The labor market has churned out nearly 1.3 million jobs in the first seven months of the year, maintaining the momentum that started nearly seven years ago under President Barack Obama. In the past three months, the labor market has averaged 195,000 jobs a month. Reports for May and June were revised upward by 2,000 jobs.
President Trump has highlighted the solid jobs reports — the same he criticized as fraudulent while campaigning for the White House — as evidence that his economic plan is boosting growth.
And he quickly took to Twitter Friday to trumpet the July report and also took credit this week for faster economic growth and the surge in the Dow Jones industrial average, which hit another milestone on Wednesday, eclipsing 22,000.
Yet the Wall Street gains, about 9%, during the first six months of the Trump administration are slower than those under Obama (22.6%) and President George H.W. Bush (20.1%), according to Bloomberg.
“We have a growth rate — a GDP — which has been much higher than, as you know, anybody anticipated, except maybe us,” Trump said this week. “But it's going to go up.
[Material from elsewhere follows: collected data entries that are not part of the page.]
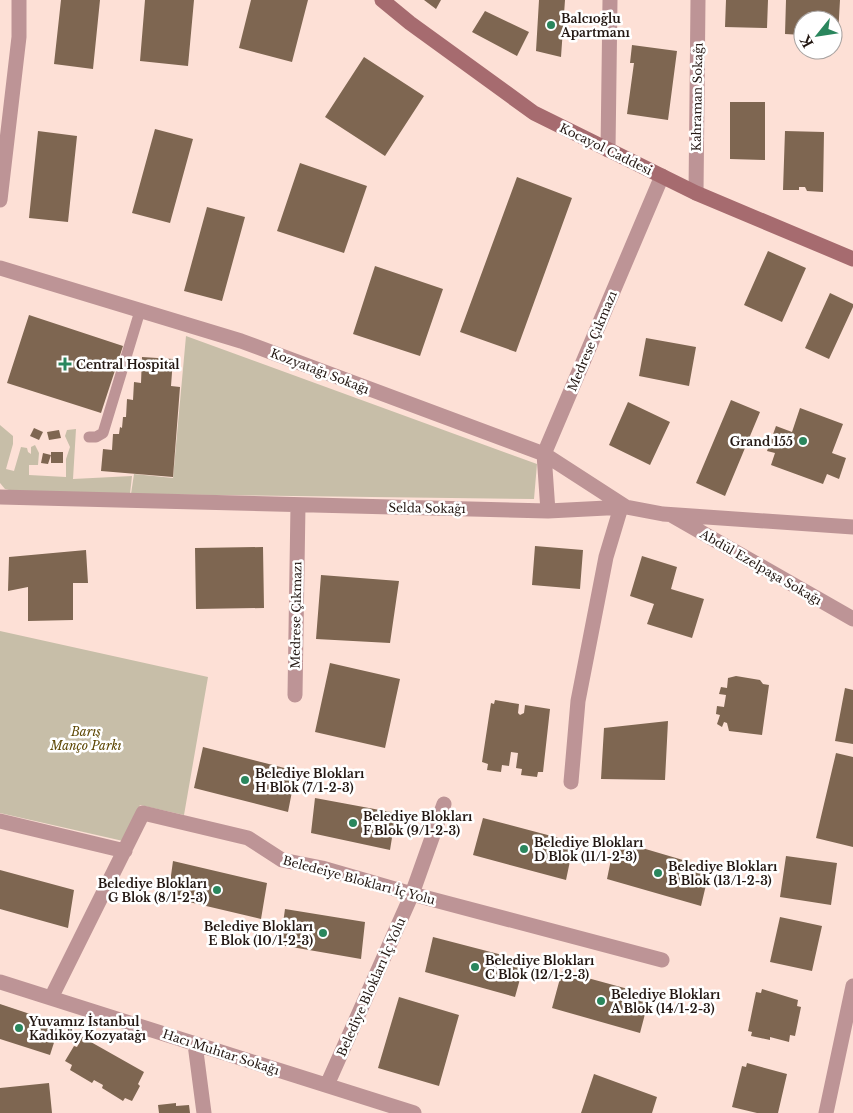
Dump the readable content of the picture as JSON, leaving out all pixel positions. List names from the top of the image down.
{
  "streets": {
    "street": [
      "Kahraman Sokağı",
      "Kocayol Caddesi",
      "Medrese Çıkmazı",
      "Kozyatağı Sokağı",
      "Selda Sokağı",
      "Abdül Ezelpaşa Sokağı",
      "Beledeiye Blokları İç Yolu",
      "Belediye Blokları İç Yolu",
      "Hacı Muhtar Sokağı"
    ]
  },
  "crossings": [
    ["Kahraman Sokağı", "Kocayol Caddesi"],
    ["Kocayol Caddesi", "Medrese Çıkmazı"],
    ["Medrese Çıkmazı", "Kozyatağı Sokağı"],
    ["Medrese Çıkmazı", "Selda Sokağı"],
    ["Kozyatağı Sokağı", "Selda Sokağı"],
    ["Selda Sokağı", "Abdül Ezelpaşa Sokağı"],
    ["Beledeiye Blokları İç Yolu", "Belediye Blokları İç Yolu"],
    ["Beledeiye Blokları İç Yolu", "Hacı Muhtar Sokağı"],
    ["Belediye Blokları İç Yolu", "Hacı Muhtar Sokağı"]
  ],
  "parks": ["Barış Manço Parkı"],
  "places": {
    "other": [
      "Balcıoğlu Apartmanı",
      "Grand 155",
      "Belediye Blokları H Blok (7/1-2-3)",
      "Belediye Blokları F Blok (9/1-2-3)",
      "Belediye Blokları D Blok (11/1-2-3)",
      "Belediye Blokları B Blok (13/1-2-3)",
      "Belediye Blokları G Blok (8/1-2-3)",
      "Belediye Blokları E Blok (10/1-2-3)",
      "Belediye Blokları C Blok (12/1-2-3)",
      "Belediye Blokları A Blok (14/1-2-3)",
      "Yuvamız İstanbul Kadıköy Kozyatağı"
    ],
    "health": ["Central Hospital"]
  },
  "north": "bottom left"
}
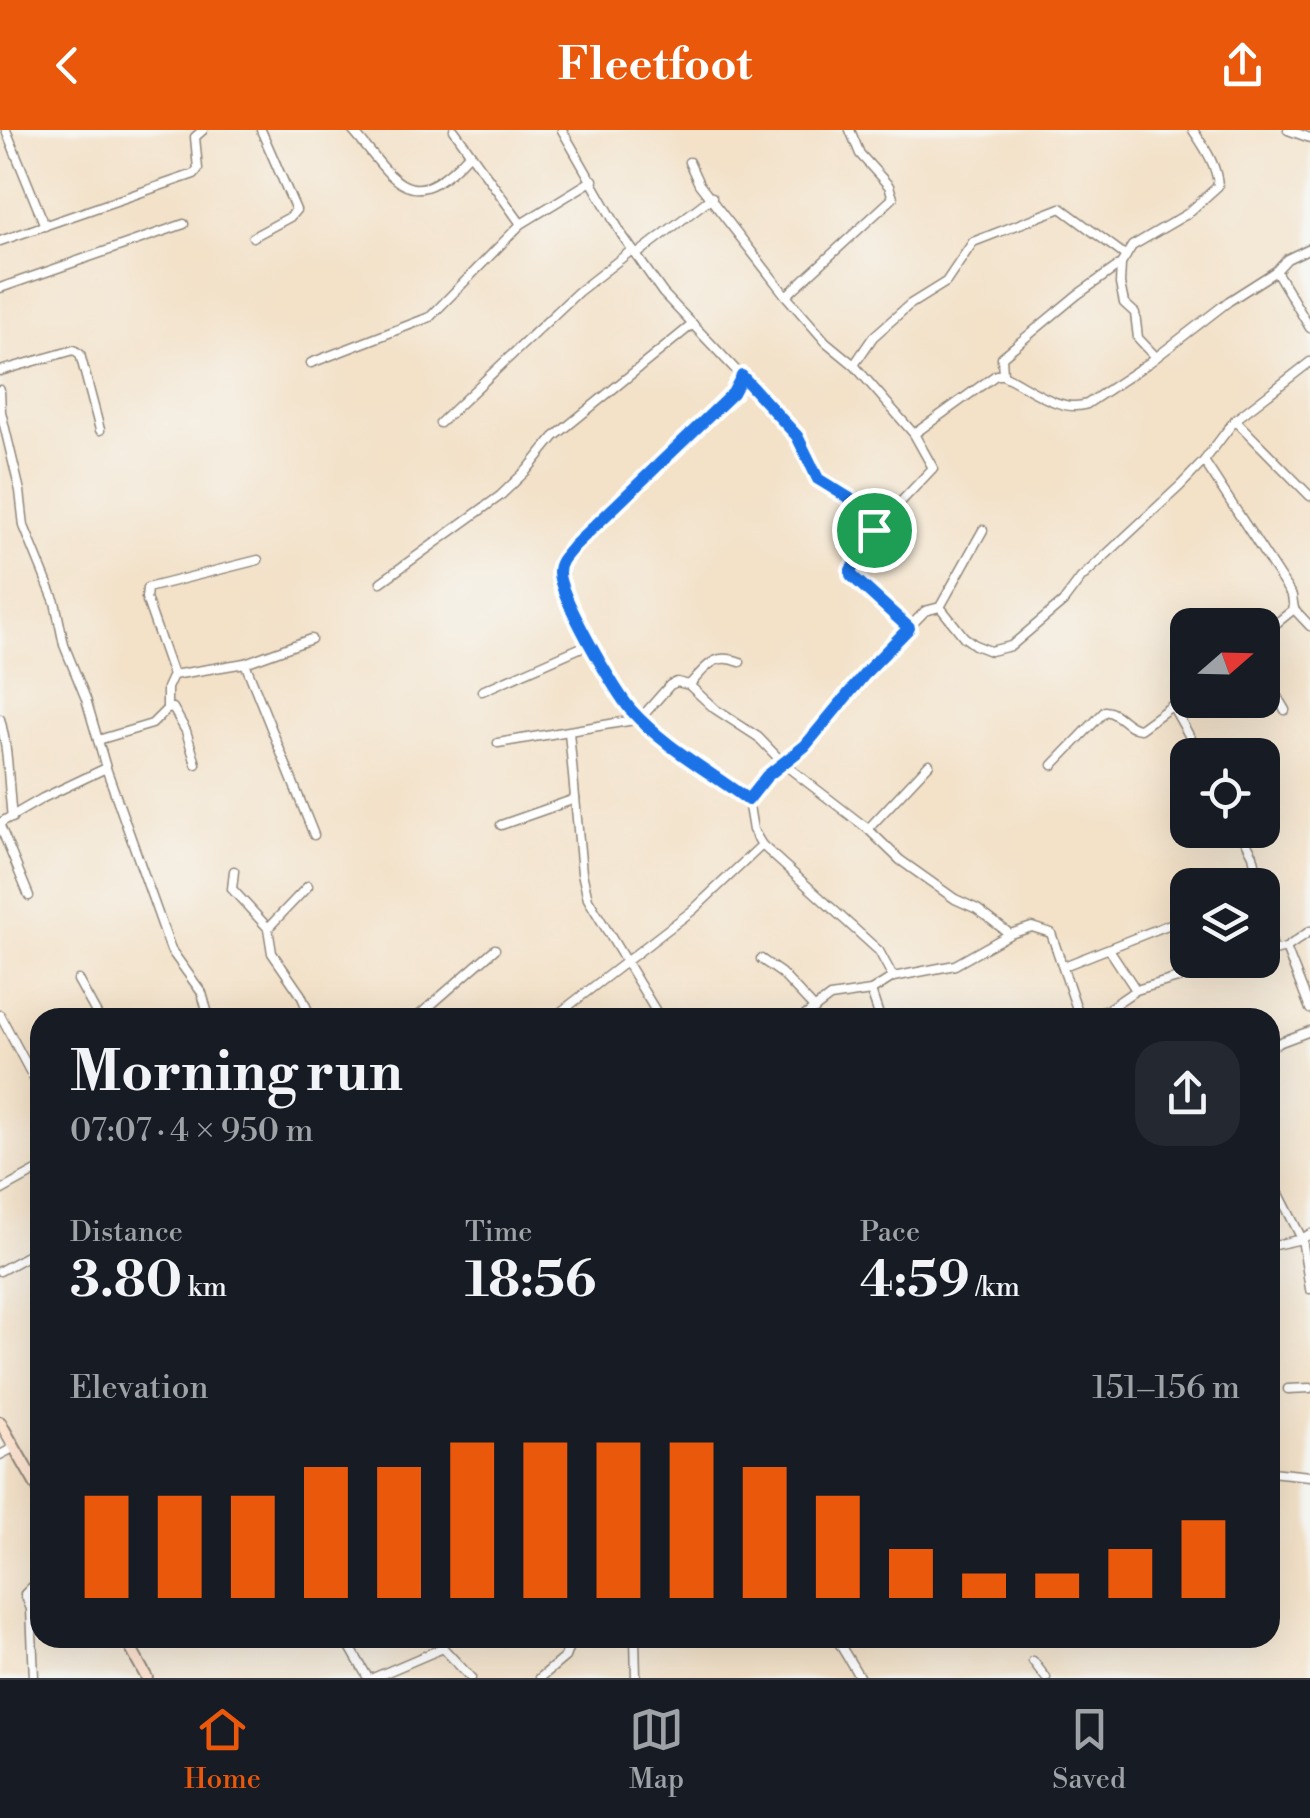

It's going to go higher, too.”
”Our economy is making steady progress with more people entering the labor force and continued job creation,” House Ways and Means Committee Chairman Kevin Brady (R-Texas) said Friday.
“But this report also shows too many Americans are still having a hard time finding good-paying jobs, getting a raise and providing for their families,” Brady said. He added that tax reform is the best way to boost the economy and create jobs.
Hourly earnings, which ticked up slightly last month (0.3%) and have risen 2.5% over the year, remain sluggish despite the continued steady pace of monthly jobs growth.
Senator Martin Heinrich, (D-N.M.), ranking member of the Joint Economic Committee, criticized Trump for the lack of a jobs plan.
”After nearly eight months on the job, President Trump has failed to come up with a cogent plan to create good-paying jobs and increase wages,” Heinrich said.
“As a result, wages are barely exceeding inflation, and more than 100,000 workers have been laid off as companies continue to close American operations and ship jobs overseas,” he said.
Employment for prime-age workers (25–54) hit a post-recession high last month, he said, rising to 78.5 percent, gradually moving back toward the 80.3 percent reached in January 2007.